DeepMind’s Demis Hassabis Warns AGI Remains Years Away Despite A.I. Breakthroughs
An A.I. model from Google DeepMind shocked mathletes from around the world last year when it secured a gold medal at the prestigious International Mathematical Olympiad. Why, then, do these same models also make mistakes on the most elementary math questions? Such inconsistencies are a sign of A.I.’s “jagged intelligence,” according to DeepMind CEO Demis Hassabis.
Today’s A.I. systems are “very good at certain things, but very poor at certain things,” said Hassabis while speaking at the India AI Impact Summit 2026 in New Delhi, India, today (Feb. 18).
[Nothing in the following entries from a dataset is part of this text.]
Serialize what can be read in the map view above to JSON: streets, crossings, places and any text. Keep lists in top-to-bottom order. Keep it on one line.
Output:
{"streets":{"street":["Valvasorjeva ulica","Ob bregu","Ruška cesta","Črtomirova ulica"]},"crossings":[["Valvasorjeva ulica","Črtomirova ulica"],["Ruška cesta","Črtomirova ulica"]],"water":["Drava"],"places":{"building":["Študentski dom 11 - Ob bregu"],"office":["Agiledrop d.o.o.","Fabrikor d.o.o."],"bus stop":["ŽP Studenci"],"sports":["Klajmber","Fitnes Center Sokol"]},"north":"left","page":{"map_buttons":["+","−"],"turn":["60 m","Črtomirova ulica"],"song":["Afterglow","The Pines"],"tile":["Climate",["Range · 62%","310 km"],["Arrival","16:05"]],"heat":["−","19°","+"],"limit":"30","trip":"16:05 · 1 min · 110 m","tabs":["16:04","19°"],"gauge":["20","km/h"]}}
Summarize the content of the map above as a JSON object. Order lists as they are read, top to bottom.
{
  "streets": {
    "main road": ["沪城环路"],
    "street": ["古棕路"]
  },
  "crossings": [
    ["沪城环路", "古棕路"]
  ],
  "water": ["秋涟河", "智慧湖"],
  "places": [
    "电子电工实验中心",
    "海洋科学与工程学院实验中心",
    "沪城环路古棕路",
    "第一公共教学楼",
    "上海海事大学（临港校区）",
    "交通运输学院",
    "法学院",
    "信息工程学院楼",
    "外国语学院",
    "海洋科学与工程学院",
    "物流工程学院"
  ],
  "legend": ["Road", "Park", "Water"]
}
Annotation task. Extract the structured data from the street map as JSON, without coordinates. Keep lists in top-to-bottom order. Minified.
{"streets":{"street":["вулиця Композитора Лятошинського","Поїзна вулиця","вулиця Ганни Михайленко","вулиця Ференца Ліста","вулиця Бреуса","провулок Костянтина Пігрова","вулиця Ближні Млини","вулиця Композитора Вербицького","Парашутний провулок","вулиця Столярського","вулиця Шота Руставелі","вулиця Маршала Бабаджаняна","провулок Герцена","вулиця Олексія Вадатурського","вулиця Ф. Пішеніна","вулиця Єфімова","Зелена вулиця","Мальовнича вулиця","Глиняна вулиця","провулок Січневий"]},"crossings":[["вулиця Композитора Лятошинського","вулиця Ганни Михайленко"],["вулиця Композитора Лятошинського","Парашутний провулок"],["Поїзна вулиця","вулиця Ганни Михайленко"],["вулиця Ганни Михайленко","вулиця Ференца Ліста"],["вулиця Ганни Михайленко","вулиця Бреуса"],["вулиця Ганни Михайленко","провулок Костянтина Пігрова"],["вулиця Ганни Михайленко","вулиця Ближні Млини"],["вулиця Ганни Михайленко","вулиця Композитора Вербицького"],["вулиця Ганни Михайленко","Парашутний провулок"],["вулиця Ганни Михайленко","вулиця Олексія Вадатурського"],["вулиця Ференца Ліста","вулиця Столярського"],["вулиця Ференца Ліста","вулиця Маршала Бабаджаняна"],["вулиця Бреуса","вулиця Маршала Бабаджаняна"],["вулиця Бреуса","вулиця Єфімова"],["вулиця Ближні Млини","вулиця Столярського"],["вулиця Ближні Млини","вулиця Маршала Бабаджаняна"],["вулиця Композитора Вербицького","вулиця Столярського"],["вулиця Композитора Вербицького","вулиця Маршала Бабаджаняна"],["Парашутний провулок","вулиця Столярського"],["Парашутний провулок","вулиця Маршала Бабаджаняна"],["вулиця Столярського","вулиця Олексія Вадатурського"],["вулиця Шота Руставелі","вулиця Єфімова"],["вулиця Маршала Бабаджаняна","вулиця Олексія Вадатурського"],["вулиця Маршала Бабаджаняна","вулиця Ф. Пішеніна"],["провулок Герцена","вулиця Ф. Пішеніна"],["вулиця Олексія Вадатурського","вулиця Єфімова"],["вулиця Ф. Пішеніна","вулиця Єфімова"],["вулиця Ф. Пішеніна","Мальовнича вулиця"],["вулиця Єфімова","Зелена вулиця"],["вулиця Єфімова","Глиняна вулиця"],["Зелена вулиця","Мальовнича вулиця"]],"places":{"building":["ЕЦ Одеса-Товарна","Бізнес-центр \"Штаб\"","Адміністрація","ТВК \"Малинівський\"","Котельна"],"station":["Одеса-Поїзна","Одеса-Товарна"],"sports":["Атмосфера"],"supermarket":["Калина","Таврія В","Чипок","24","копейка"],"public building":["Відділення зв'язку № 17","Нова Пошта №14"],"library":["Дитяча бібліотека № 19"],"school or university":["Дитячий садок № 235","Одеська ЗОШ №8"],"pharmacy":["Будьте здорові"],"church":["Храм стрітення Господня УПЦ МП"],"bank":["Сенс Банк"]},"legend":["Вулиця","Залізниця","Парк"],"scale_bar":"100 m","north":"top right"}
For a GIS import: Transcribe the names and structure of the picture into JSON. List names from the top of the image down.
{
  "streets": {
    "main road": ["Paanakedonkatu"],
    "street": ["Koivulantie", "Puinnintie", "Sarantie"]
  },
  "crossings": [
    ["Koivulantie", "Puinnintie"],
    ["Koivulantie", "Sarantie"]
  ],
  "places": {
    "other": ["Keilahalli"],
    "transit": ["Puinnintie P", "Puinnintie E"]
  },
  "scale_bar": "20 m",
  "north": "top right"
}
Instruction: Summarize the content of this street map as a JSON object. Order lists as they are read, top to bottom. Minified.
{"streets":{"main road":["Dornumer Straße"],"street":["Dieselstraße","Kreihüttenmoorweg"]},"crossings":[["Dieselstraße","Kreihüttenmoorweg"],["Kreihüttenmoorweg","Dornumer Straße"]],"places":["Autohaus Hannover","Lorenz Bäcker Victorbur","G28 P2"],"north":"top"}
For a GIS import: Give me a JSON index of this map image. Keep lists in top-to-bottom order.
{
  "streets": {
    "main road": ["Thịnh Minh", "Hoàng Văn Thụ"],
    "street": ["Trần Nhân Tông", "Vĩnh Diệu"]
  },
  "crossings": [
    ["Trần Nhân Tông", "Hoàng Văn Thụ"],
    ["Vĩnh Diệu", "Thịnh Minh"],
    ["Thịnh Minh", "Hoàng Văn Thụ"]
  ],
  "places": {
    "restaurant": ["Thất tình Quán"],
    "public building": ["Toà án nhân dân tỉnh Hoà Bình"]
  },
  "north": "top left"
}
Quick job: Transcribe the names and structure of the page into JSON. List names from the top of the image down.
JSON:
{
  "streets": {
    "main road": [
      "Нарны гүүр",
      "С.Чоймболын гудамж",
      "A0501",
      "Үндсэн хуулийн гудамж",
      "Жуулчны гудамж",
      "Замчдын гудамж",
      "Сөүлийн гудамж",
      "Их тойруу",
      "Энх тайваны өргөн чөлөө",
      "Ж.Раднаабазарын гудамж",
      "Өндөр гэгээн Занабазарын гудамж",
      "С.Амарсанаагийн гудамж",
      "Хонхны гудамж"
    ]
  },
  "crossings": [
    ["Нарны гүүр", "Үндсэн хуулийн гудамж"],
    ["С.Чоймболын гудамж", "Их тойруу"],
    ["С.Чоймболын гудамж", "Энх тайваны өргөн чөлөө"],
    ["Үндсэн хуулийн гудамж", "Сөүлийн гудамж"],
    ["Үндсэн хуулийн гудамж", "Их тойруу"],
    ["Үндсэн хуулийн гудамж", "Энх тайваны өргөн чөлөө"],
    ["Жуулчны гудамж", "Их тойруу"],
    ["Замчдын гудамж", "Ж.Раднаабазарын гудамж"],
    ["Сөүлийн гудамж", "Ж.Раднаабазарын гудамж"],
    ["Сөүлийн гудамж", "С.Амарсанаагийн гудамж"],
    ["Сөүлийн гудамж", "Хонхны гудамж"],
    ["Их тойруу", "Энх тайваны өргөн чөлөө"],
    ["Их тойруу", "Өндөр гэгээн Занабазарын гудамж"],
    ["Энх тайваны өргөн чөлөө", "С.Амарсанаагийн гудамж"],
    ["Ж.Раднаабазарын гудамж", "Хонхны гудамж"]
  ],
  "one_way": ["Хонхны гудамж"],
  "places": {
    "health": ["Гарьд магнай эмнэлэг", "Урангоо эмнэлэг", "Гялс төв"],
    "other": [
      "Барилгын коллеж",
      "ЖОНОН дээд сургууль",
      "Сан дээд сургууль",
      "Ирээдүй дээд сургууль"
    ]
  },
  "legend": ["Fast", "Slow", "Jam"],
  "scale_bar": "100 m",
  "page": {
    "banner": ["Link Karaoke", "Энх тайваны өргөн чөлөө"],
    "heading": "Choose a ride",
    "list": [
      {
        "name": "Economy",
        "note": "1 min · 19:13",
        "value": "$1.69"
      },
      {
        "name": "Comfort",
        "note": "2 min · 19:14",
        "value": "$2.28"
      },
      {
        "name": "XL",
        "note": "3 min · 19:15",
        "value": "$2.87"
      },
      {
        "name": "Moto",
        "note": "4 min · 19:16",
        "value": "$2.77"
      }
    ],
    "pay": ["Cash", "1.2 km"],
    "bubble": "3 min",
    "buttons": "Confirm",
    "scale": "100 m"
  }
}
This dichotomy must be fixed before artificial general intelligence (AGI), a form of A.I. that rivals the intelligence of humans, is achieved, he added, predicting that the milestone is still five to eight years away.
Like the rest of Silicon Valley, DeepMind is racing to become the first developer to unlock the potential of advanced A.I. Acquired by Google more than a decade ago, the lab was founded in 2010 by Hassabis and a small group of researchers with the goal of eventually “solving intelligence,” and in the process addressing some of the world’s biggest questions. “I don’t think we’re there yet,” Hassabis said.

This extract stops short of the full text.